** Task input follows **
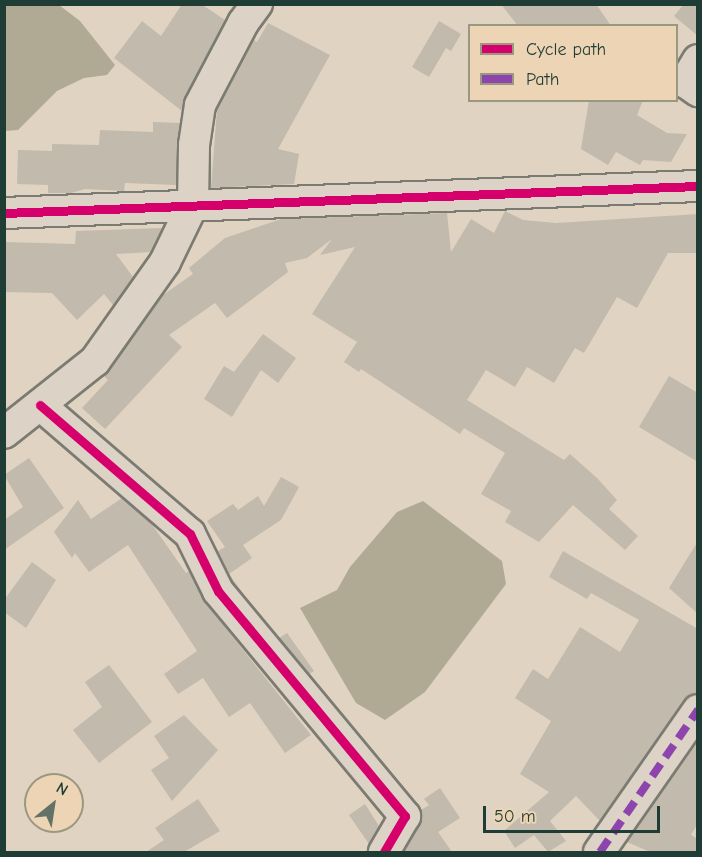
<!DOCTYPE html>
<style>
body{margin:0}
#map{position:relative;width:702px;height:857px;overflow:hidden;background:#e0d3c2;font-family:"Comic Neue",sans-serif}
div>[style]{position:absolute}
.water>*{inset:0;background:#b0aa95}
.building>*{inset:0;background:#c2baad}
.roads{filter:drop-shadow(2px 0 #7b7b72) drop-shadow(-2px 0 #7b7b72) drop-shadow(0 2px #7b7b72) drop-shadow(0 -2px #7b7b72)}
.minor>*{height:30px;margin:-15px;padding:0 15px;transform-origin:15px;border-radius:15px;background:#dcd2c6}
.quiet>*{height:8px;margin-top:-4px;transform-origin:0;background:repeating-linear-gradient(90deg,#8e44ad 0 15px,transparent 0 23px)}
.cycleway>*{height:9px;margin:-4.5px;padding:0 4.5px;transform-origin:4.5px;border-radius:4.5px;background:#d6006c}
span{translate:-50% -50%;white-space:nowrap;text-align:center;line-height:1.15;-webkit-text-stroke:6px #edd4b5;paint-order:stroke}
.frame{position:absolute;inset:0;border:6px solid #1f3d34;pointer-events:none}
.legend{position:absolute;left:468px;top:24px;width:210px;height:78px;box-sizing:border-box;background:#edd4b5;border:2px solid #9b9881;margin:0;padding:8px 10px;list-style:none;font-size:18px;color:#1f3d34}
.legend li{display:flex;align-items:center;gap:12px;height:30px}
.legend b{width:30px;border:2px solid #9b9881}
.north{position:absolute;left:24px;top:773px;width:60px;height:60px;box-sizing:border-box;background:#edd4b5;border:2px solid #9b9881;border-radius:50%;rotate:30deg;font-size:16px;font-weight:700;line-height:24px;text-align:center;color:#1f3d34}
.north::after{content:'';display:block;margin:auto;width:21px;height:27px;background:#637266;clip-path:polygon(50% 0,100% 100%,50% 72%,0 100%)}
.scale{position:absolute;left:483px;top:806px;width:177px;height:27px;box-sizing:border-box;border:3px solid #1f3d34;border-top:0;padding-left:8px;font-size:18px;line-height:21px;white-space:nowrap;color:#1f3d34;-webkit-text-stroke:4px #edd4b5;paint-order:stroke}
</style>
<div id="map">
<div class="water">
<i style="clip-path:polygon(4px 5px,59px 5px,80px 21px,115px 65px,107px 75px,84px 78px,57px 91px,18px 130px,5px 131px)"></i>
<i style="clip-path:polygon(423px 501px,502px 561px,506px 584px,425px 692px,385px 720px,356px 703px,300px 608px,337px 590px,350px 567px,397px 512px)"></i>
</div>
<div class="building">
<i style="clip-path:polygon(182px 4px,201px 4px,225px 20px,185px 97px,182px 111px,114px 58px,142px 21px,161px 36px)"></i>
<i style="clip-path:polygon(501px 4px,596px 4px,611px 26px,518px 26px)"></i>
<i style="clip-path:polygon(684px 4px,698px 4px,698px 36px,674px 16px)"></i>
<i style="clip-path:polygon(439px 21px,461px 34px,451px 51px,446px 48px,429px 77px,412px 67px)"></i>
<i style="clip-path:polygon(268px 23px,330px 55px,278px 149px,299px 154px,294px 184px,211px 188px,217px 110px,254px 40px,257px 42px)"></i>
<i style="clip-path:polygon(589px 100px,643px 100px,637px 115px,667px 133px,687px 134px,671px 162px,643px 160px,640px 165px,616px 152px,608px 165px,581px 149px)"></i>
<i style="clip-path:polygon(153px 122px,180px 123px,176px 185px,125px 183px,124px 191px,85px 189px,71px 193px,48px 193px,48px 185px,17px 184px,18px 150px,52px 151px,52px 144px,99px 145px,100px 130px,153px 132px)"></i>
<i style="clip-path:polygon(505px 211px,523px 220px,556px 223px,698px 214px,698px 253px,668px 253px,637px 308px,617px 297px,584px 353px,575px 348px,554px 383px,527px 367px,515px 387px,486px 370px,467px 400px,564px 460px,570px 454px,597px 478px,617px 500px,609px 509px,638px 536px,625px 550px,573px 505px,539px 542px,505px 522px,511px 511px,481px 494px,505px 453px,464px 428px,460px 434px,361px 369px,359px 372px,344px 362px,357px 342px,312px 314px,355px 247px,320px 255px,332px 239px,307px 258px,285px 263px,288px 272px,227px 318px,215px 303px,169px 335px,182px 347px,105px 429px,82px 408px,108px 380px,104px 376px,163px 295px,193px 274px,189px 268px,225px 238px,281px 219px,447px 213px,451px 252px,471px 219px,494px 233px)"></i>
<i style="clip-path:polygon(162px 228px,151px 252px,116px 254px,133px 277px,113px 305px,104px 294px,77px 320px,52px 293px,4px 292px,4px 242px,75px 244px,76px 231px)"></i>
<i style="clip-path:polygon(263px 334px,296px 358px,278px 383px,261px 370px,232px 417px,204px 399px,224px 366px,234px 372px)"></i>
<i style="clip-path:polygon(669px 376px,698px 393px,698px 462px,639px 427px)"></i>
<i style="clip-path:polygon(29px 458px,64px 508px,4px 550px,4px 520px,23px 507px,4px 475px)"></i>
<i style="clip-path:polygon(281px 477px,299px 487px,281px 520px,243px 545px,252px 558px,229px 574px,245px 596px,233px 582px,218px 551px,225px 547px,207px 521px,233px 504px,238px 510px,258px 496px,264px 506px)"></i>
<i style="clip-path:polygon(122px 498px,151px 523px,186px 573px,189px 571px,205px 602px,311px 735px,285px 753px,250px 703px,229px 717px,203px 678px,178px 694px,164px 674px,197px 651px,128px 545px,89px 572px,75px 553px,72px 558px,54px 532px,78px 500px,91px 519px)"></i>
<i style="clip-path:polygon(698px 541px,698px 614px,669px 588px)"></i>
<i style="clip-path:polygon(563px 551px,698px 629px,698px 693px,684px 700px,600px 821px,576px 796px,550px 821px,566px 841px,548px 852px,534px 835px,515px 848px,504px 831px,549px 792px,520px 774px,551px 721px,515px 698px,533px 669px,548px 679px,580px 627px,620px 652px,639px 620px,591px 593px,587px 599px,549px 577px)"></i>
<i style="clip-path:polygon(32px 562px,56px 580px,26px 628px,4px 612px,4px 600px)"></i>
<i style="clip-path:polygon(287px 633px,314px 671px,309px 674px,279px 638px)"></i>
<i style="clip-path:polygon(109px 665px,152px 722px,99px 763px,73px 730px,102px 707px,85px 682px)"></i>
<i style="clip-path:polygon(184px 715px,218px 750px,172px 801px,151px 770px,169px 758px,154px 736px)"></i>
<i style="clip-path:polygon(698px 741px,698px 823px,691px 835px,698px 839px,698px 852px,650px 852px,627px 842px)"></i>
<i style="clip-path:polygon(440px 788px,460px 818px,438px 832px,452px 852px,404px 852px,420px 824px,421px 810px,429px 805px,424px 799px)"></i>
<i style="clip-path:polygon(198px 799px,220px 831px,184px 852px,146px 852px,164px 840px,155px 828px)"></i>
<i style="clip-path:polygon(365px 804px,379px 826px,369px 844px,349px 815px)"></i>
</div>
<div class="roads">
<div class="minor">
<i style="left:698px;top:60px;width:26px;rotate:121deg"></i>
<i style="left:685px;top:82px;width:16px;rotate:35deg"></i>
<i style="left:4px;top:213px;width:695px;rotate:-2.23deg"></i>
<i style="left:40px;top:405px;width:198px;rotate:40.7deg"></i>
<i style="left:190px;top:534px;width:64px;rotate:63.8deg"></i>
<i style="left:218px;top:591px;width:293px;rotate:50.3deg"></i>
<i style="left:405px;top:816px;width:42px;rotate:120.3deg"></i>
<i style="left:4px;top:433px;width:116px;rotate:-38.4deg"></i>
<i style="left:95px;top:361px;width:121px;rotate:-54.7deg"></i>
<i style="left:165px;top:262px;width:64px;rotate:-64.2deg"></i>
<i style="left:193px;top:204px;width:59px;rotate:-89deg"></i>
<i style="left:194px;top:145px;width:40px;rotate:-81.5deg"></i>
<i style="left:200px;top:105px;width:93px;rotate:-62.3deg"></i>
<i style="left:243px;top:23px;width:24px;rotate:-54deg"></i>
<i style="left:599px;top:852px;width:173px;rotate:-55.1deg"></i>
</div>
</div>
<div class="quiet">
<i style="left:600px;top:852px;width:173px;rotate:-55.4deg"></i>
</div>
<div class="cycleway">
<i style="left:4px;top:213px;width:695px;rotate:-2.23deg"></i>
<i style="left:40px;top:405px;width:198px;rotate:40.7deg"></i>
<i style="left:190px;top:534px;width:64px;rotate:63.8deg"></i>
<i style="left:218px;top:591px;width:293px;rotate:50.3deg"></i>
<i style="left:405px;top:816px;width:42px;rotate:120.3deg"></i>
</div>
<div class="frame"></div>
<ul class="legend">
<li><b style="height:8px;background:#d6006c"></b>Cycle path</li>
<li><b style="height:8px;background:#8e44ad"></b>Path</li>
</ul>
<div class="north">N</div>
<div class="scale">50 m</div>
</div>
** End of Task input **
Task goal: Would you please output only the lines from the start of the material above up to and including the line with "0 #7b7b72) drop-shadow(-2px", exactly as they appear and without pictures?

Task result:
<!DOCTYPE html>
<style>
body{margin:0}
#map{position:relative;width:702px;height:857px;overflow:hidden;background:#e0d3c2;font-family:"Comic Neue",sans-serif}
div>[style]{position:absolute}
.water>*{inset:0;background:#b0aa95}
.building>*{inset:0;background:#c2baad}
.roads{filter:drop-shadow(2px 0 #7b7b72) drop-shadow(-2px 0 #7b7b72) drop-shadow(0 2px #7b7b72) drop-shadow(0 -2px #7b7b72)}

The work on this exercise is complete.